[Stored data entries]
Start of Block
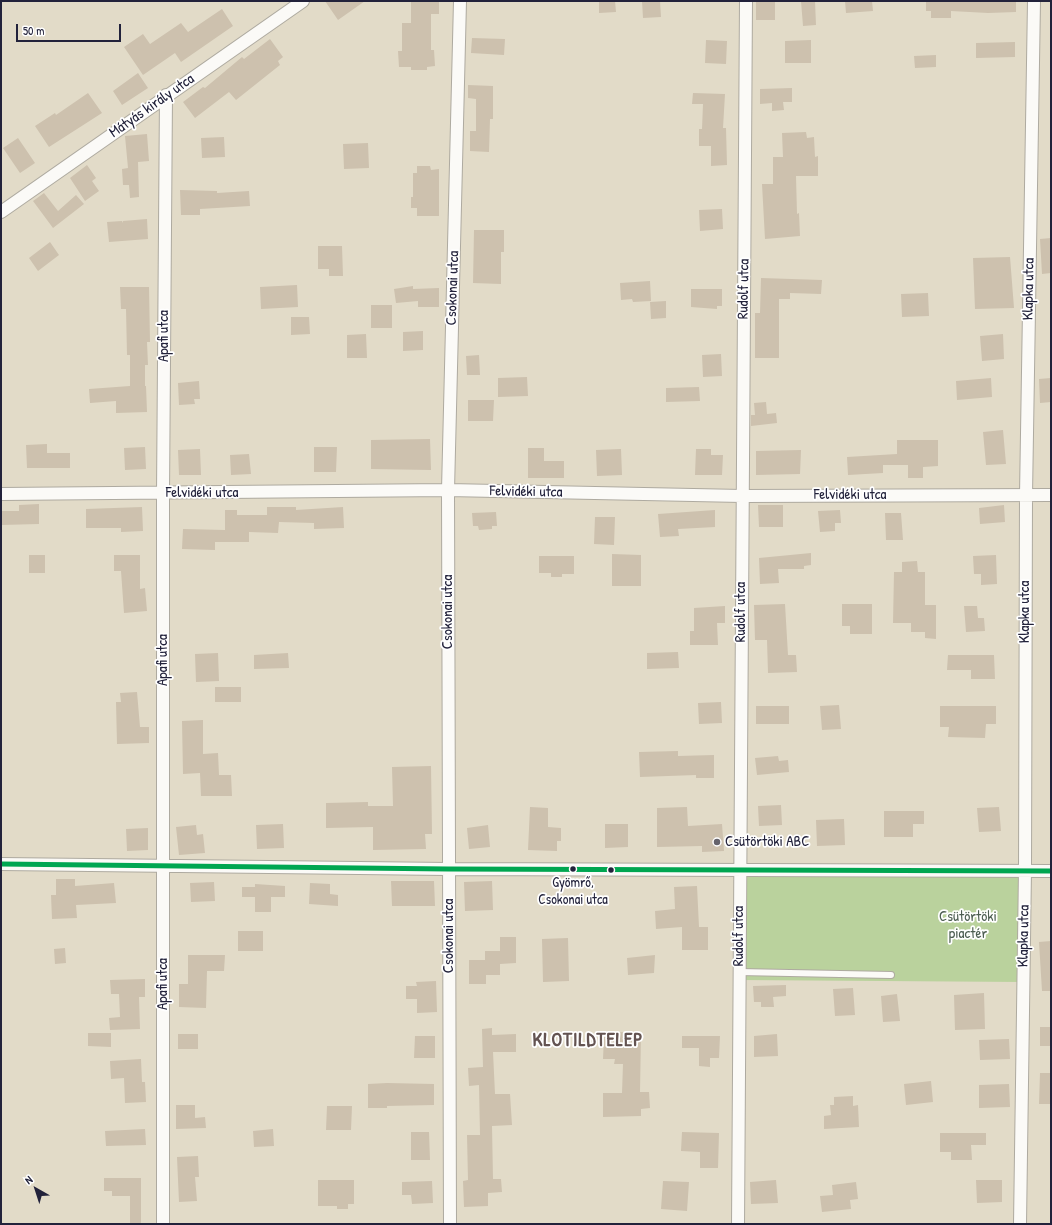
<!DOCTYPE html>
<meta charset="utf-8">
<style>
body{margin:0}
#map{position:relative;width:1052px;height:1225px;overflow:hidden;background:#e2dbc8;font-family:"Patrick Hand",sans-serif}
canvas{display:block}
.frame{position:absolute;inset:0;border:2px solid #22223b;pointer-events:none}
.north{position:absolute;left:16px;top:1169px;width:40px;height:40px;-webkit-text-stroke:3px #fff;paint-order:stroke;rotate:321deg;font-size:11px;font-weight:700;line-height:16px;text-align:center;color:#22223b}
.north::after{content:'';display:block;margin:auto;width:14px;height:18px;background:#22223b;clip-path:polygon(50% 0,100% 100%,50% 72%,0 100%)}
.scale{position:absolute;left:16px;top:24px;width:105px;height:18px;box-sizing:border-box;border:2px solid #22223b;border-top:0;padding-left:5px;font-size:12px;line-height:14px;white-space:nowrap;color:#22223b;-webkit-text-stroke:3px #fff;paint-order:stroke}
</style>
<div id="map">
<canvas width="1052" height="1225"></canvas>
<div class="frame"></div>
<div class="north">N</div>
<div class="scale">50 m</div>
</div>
<script>
const ctx = document.querySelector('canvas').getContext('2d');
ctx.lineJoin = 'round';
function fillPath(path, color) { ctx.fillStyle = color; ctx.fill(path, 'evenodd'); }
function stroke(path, color, width, dash) { ctx.strokeStyle = color; ctx.lineWidth = width; ctx.lineCap = dash ? 'butt' : 'round'; ctx.setLineDash(dash || []); ctx.stroke(path); }
function write(font, color, halo, rows, align = 'center') {
  ctx.font = font + ' "Patrick Hand",sans-serif'; ctx.lineWidth = 3.5; ctx.setLineDash([]); ctx.textBaseline = 'middle'; ctx.strokeStyle = halo; ctx.fillStyle = color; for (const [text, x, y, turn = 0] of rows) {
    ctx.save(); ctx.translate(x, y); ctx.rotate((+turn || 0) * Math.PI / 180); ctx.textAlign = isNaN(turn) ? turn : align; if (halo) ctx.strokeText(text, 0, 0); ctx.fillText(text, 0, 0); ctx.restore();
  }
}
fillPath(new Path2D(`
 M740 870H1025L1023 982 739 980Z`), '#bad29d');
fillPath(new Path2D(`
 M325 1H365L338 20Z
 M411 1H439V14H431V50H434L435 66 427 67V70H411V67H399L398 51H402V23H411Z
 M599 1H615L616 12 599 13Z
 M642 1H660L661 17 643 18Z
 M756 1H775V20H756Z
 M801 1H815L816 25 803 26Z
 M845 1H872L873 11 846 13Z
 M926 1H1016V12L988 13 951 11V18H931V11H926Z
 M222 9 233 26 181 62 175 53 143 75 124 47 143 34 150 44 181 23 188 32Z
 M472 38 505 39 504 55 471 53Z
 M270 39 283 57 278 61 280 65 236 100 229 92 195 118 183 102 203 87 205 88 242 57 244 59Z
 M706 40 727 41 726 64 705 63Z
 M811 40V63H785V41Z
 M1015 42V57L976 58V43Z
 M936 55V67L915 68 914 56Z
 M138 73 148 88 122 105 113 91Z
 M468 85 493 86V119H490L489 152 470 151V131H476V99L468 98Z
 M792 88V102H783L784 110 772 111V103L760 104V89Z
 M88 93 102 113 49 147 35 126 55 113 56 115Z
 M693 93 725 94 723 128H726L727 165 711 166V146H699V129H702L703 104H692Z
 M806 132 807 138 814 137 815 157 818 156V176H796L797 214 799 213 800 236 765 239 762 184H773V157H783L782 133Z
 M147 134 149 161 138 162 139 197 130 198 129 185H123L122 169 128 168 125 136Z
 M224 137 225 157 202 158 201 138Z
 M18 138 35 163 20 173 3 148Z
 M368 143 369 168 344 169 343 144Z
 M87 165 96 178 92 181 99 191 85 201 70 178Z
 M417 166H430L431 170 439 169V216H417V208H411V197H413V173H417Z
 M180 190 217 191V193L249 191 250 206 200 209V215H181Z
 M44 193 58 211 76 195 84 204 53 228 33 201Z
 M722 209 723 229 700 231 699 210Z
 M147 219 148 239 109 242 107 222 122 221 123 223V221Z
 M474 230H504V252H501V284L473 283Z
 M1051 238V273L1042 274 1040 239Z
 M50 242 59 255 38 271 29 258Z
 M318 246H342L343 276H329V269H318Z
 M1010 257 1014 308 975 309 973 258Z
 M761 278 822 280 821 294 790 293V299H779V358H755V313H760Z
 M650 281 651 301 633 302 632 299 621 300 620 283Z
 M297 285 298 307 261 309 260 287Z
 M413 286V289L439 288V307H418V301L396 303 394 289Z
 M120 287H149L150 342H147L148 365H145V386H146L147 412 116 413V401L90 403 89 389 130 386V355H127L126 309H121Z
 M691 289H722V306H717V309L691 307Z
 M928 293 929 316 902 317 901 294Z
 M666 301V318L651 319 650 302Z
 M371 305H392V328H371Z
 M291 317H309L310 334 291 335Z
 M423 331V350L403 351V332Z
 M366 334 367 358H347V335Z
 M1003 334 1004 359 982 361 980 336Z
 M721 354 722 376 703 377 702 355Z
 M479 355 480 375H467L466 356Z
 M527 377 528 396 498 397V378Z
 M991 378 992 397 957 400 956 381Z
 M1051 378V402L1040 403 1039 379Z
 M199 381 200 399H194L195 404 179 405 178 383Z
 M699 387 700 401 666 402V388Z
 M468 400H494L493 421H468Z
 M766 402 767 414 776 413 777 423 751 426V415H755L754 403Z
 M1003 430 1006 464 986 465 983 432Z
 M430 439 431 470 371 469V440Z
 M897 440H938V466L923 467V478H908V465H883V473L848 475 847 457 897 454Z
 M47 444V453H70V468H27L26 445Z
 M145 447 146 469 125 470 124 448Z
 M314 447H337L336 472H314Z
 M528 448H544V461H564V478H528Z
 M200 449 201 475H179L178 450Z
 M621 449 622 475 597 476 596 450Z
 M696 449H711V455H723L722 475H695Z
 M801 450 800 474 756 475V451Z
 M249 454 251 474 231 475 230 455Z
 M39 504V524L1 525V511H19V505Z
 M758 505H783V527H759Z
 M1004 505 1005 522 980 524 979 508Z
 M142 507 143 531 121 532V528H86V509Z
 M267 507H296V510L343 507 344 528 314 529V523L279 522 278 533 249 532V542H215V550L182 549 183 529 225 530V510H237V515H267Z
 M715 510V527L678 529 679 536 660 537 658 514Z
 M840 510 841 523H835V531L820 532 818 511Z
 M496 512 497 526H492V529L479 530 478 526H473L472 513Z
 M885 513H901L903 540H886Z
 M595 517H615L614 545 594 544Z
 M811 553V565L804 566V569H778L779 583 760 584 759 558Z
 M612 554 641 555V586H612Z
 M29 555H45V573H29Z
 M114 555H140V589L145 588 147 611 124 613 121 571H114Z
 M996 555 997 584 981 585V574H974L973 556Z
 M539 556H574V574H562V577H551V573H539Z
 M917 561 918 572H925V605H936V639L925 638V632H911V623H893L894 572H902V562Z
 M785 604 788 655H796L797 672 768 673 767 640H755L754 605Z
 M842 604H872V634H850V626H842Z
 M725 606V623H717L718 645H690V631H694V608Z
 M964 606H977L978 618H984L985 631 966 632Z
 M678 652 679 668 647 669V653Z
 M218 653 219 681 196 682 195 654Z
 M288 653 289 668 254 669V655Z
 M948 655H994L995 679H971V670H947Z
 M215 687H241V702H215Z
 M137 692 140 727H149V743L117 744 116 702H121L120 693Z
 M721 702 722 723 699 724 698 703Z
 M839 705 841 729 822 730 820 706Z
 M756 706H789V724H756Z
 M940 706H996V724H986L985 738 948 737 949 727H940Z
 M203 720V754L218 753 219 775H231L232 796H201L200 773 183 774 182 721Z
 M678 751V756L714 755V778H696V775L640 777 639 752Z
 M778 756 779 761 788 760 789 772 757 775 755 758Z
 M431 766 432 834H425L426 849 373 850V827L326 828V803L368 802V806H393L392 767Z
 M781 805 782 825 759 826 758 806Z
 M530 807 548 808V827L561 828V841H557V851L528 850Z
 M687 807 688 826 722 824 724 851 702 852V846L657 847V808Z
 M999 807 1001 831 979 832 977 808Z
 M884 811H924V824H913V837H884Z
 M844 819 845 845 817 846 816 820Z
 M283 824 284 848 257 849 256 825Z
 M605 824H628V847L605 848Z
 M196 825 197 835 203 834 205 853 179 855 176 827Z
 M488 825 490 847 469 849 467 828Z
 M148 828V850L127 851 126 829Z
 M56 879H75V886L114 883 116 903 76 905 77 918 52 919 51 895H56Z
 M391 881H434L435 906H392Z
 M492 881 493 910 465 911 464 882Z
 M214 882 215 901 191 902 190 883Z
 M310 883 330 884V894L338 895V906L309 904Z
 M255 884 285 886V897H271V912H255V897H242V887H255Z
 M697 886 699 927H708V950H682V927L656 929 655 911 675 909 674 887Z
 M238 931H263V951H238Z
 M500 937H516V963L500 964V975H486V984H469V960H485V951H500Z
 M568 938 569 981 543 982 542 939Z
 M1051 941V991H1042L1039 942Z
 M65 948 66 963 55 964 54 949Z
 M188 955H225L224 971H207L206 1008 179 1007V984H188Z
 M655 955 654 973 628 975 627 958Z
 M145 979V997H139L140 1029 110 1030 109 1018 120 1017 119 994H111L110 980Z
 M436 981 437 1012 417 1013V999H406V986H417L416 982Z
 M786 985V996L773 997 774 1007H761V1002H754L753 986Z
 M853 988 855 1015 835 1016 833 989Z
 M984 993 985 1029 955 1030 954 995Z
 M897 994 900 1021 883 1022 881 996Z
 M1040 1027H1051V1046H1040Z
 M492 1028V1035L516 1034V1052H493L495 1094H510L512 1125 492 1126 493 1179H501L502 1192 488 1193V1206L464 1207 463 1181 468 1180 467 1135H480L479 1085 469 1086 468 1068 483 1067 482 1029Z
 M616 1032 641 1033 640 1092H649L650 1108 641 1109V1116L603 1117V1093H622L623 1064H614L615 1059H603L604 1037H616Z
 M88 1033H111V1047L88 1046Z
 M178 1034H198V1049H178Z
 M777 1034 778 1056 754 1057V1036Z
 M415 1036H435V1058H414Z
 M682 1036H720L719 1058H710V1067L699 1066V1048H682Z
 M1009 1039 1010 1059 980 1060 979 1040Z
 M141 1059 142 1082H145L146 1102 125 1103 124 1078 111 1079 110 1061Z
 M1040 1073H1051V1104H1039Z
 M931 1081 933 1102 906 1105 904 1084Z
 M387 1083 434 1084V1105L387 1106V1108H368V1084Z
 M1009 1084 1010 1107 979 1108V1085Z
 M853 1096V1106L858 1105 859 1127 824 1129V1116L831 1115 830 1105H834V1097Z
 M176 1105H195V1118L205 1117 206 1128 176 1129Z
 M327 1106H352L351 1130H326Z
 M145 1129 146 1145 106 1146 105 1131Z
 M273 1129 274 1146 254 1147 253 1131Z
 M411 1132H429L430 1160H411Z
 M682 1132 719 1133 718 1168H700V1152L681 1151Z
 M940 1133H986V1145H971L972 1160H951V1152H940Z
 M198 1156 199 1177H195L197 1201 179 1202 177 1157Z
 M104 1178H141V1224H130V1196H112V1191H104Z
 M318 1180H354V1204H348V1209H337V1206H318Z
 M776 1180 778 1203 751 1204 750 1182Z
 M976 1180H1002V1202L977 1203Z
 M432 1181 433 1203 412 1204 411 1195H402V1182Z
 M663 1181 689 1182 687 1211 661 1209Z
 M856 1182 858 1199 850 1200 851 1209 822 1212 820 1196 833 1195 832 1185Z`), '#cdc1ae');
const lane = new Path2D(`
 M739 972 891 975`);
const street = new Path2D(`
 M1 212 303 1
 M1 494 448 490 742 496 1051 495
 M1 864 448 869 1051 871
 M163 1224V493L166 95
 M450 1224 448 490 460 1
 M738 1224 746 1
 M1020 1224 1025 870 1026 495 1034 1`);
stroke(lane, '#aeaaa0', 8);
stroke(street, '#aeaaa0', 14);
stroke(lane, '#fbfaf7', 6);
stroke(street, '#fbfaf7', 12);
stroke(new Path2D(`
 M1 864 448 869 1051 871`), '#00a651', 5);
for (const [x, y, r, color] of [
 [717,842,4,"#65636c"],
 [573,869,3.5,"#22223b"],
 [611,870,3.5,"#22223b"]
]) { const dot = new Path2D(); dot.arc(x, y, r, 0, 2 * Math.PI); ctx.fillStyle = color; ctx.fill(dot); stroke(dot, '#fff', 1.5); }
write('14px', '#22223b', '#fff', [
 ["Gyömrő,",573,883],
 ["Csokonai utca",573,900]
]);
write('15px', '#22223b', '#fff', [
 ["Mátyás király utca",152,106,-35],
 ["Csokonai utca",453,288,-88],
 ["Rudolf utca",744,289,-89],
 ["Klapka utca",1029,289,-89],
 ["Apafi utca",164,336,-90],
 ["Felvidéki utca",526,492,1],
 ["Felvidéki utca",202,493],
 ["Felvidéki utca",850,495],
 ["Csokonai utca",448,612,-90],
 ["Rudolf utca",741,612,-90],
 ["Klapka utca",1025,612,-90],
 ["Apafi utca",163,660,-90],
 ["Csokonai utca",449,936,-90],
 ["Rudolf utca",739,936,-90],
 ["Klapka utca",1024,936,-89],
 ["Apafi utca",163,984,-90]
]);
write('15px', '#22223b', '#fff', [
 ["Csütörtöki ABC",725,842]
], 'left');
write('15px', '#4c5d51', '#fff', [
 ["Csütörtöki",968,917],
 ["piactér",968,934]
]);
ctx.letterSpacing = '1px';
write('bold 19px', '#635351', '#fff', [
 ["KLOTILDTELEP",588,1041]
]);
ctx.letterSpacing = '0px';
</script>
End of Block
Problem requirements | Copy the lines exactly as they appear from the opening of the entries above through the line with "ctx.font = font", excluding all pictures.

Task result |
<!DOCTYPE html>
<meta charset="utf-8">
<style>
body{margin:0}
#map{position:relative;width:1052px;height:1225px;overflow:hidden;background:#e2dbc8;font-family:"Patrick Hand",sans-serif}
canvas{display:block}
.frame{position:absolute;inset:0;border:2px solid #22223b;pointer-events:none}
.north{position:absolute;left:16px;top:1169px;width:40px;height:40px;-webkit-text-stroke:3px #fff;paint-order:stroke;rotate:321deg;font-size:11px;font-weight:700;line-height:16px;text-align:center;color:#22223b}
.north::after{content:'';display:block;margin:auto;width:14px;height:18px;background:#22223b;clip-path:polygon(50% 0,100% 100%,50% 72%,0 100%)}
.scale{position:absolute;left:16px;top:24px;width:105px;height:18px;box-sizing:border-box;border:2px solid #22223b;border-top:0;padding-left:5px;font-size:12px;line-height:14px;white-space:nowrap;color:#22223b;-webkit-text-stroke:3px #fff;paint-order:stroke}
</style>
<div id="map">
<canvas width="1052" height="1225"></canvas>
<div class="frame"></div>
<div class="north">N</div>
<div class="scale">50 m</div>
</div>
<script>
const ctx = document.querySelector('canvas').getContext('2d');
ctx.lineJoin = 'round';
function fillPath(path, color) { ctx.fillStyle = color; ctx.fill(path, 'evenodd'); }
function stroke(path, color, width, dash) { ctx.strokeStyle = color; ctx.lineWidth = width; ctx.lineCap = dash ? 'butt' : 'round'; ctx.setLineDash(dash || []); ctx.stroke(path); }
function write(font, color, halo, rows, align = 'center') {
  ctx.font = font + ' "Patrick Hand",sans-serif'; ctx.lineWidth = 3.5; ctx.setLineDash([]); ctx.textBaseline = 'middle'; ctx.strokeStyle = halo; ctx.fillStyle = color; for (const [text, x, y, turn = 0] of rows) {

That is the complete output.